#### [Problem description]
Reading the data below, count the lines that carry the string "label". Give nothing but the count.

[Stored data entries]
::::

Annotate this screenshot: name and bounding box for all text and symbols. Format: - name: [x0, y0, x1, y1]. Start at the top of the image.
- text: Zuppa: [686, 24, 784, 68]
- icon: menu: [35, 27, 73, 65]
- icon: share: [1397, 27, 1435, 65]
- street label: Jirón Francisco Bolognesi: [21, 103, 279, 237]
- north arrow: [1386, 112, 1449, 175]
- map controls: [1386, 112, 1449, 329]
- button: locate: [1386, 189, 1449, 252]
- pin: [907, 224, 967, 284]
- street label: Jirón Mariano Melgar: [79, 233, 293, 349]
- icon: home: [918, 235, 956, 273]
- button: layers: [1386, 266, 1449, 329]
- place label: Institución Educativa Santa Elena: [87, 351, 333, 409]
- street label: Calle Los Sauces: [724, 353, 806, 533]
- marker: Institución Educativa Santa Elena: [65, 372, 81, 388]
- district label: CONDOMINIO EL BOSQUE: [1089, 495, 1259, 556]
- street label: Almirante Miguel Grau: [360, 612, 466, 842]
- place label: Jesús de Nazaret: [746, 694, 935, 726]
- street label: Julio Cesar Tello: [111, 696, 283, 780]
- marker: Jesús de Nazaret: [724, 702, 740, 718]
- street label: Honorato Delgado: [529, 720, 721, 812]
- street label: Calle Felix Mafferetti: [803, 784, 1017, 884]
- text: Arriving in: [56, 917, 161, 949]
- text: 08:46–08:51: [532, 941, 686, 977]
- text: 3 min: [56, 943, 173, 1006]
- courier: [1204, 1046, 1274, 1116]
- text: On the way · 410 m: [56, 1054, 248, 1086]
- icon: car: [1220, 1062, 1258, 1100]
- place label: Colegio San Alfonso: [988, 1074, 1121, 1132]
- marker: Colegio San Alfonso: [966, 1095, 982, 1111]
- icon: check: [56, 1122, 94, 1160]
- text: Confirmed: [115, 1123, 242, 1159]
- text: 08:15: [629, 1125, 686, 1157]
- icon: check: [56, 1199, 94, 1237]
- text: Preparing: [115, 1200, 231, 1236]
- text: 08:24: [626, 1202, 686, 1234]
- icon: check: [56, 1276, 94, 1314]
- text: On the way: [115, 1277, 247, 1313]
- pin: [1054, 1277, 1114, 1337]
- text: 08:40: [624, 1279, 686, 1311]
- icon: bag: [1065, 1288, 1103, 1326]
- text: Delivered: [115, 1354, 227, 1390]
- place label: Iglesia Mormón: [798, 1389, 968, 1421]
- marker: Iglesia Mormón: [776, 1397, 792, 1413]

::::

#### [Reply]
12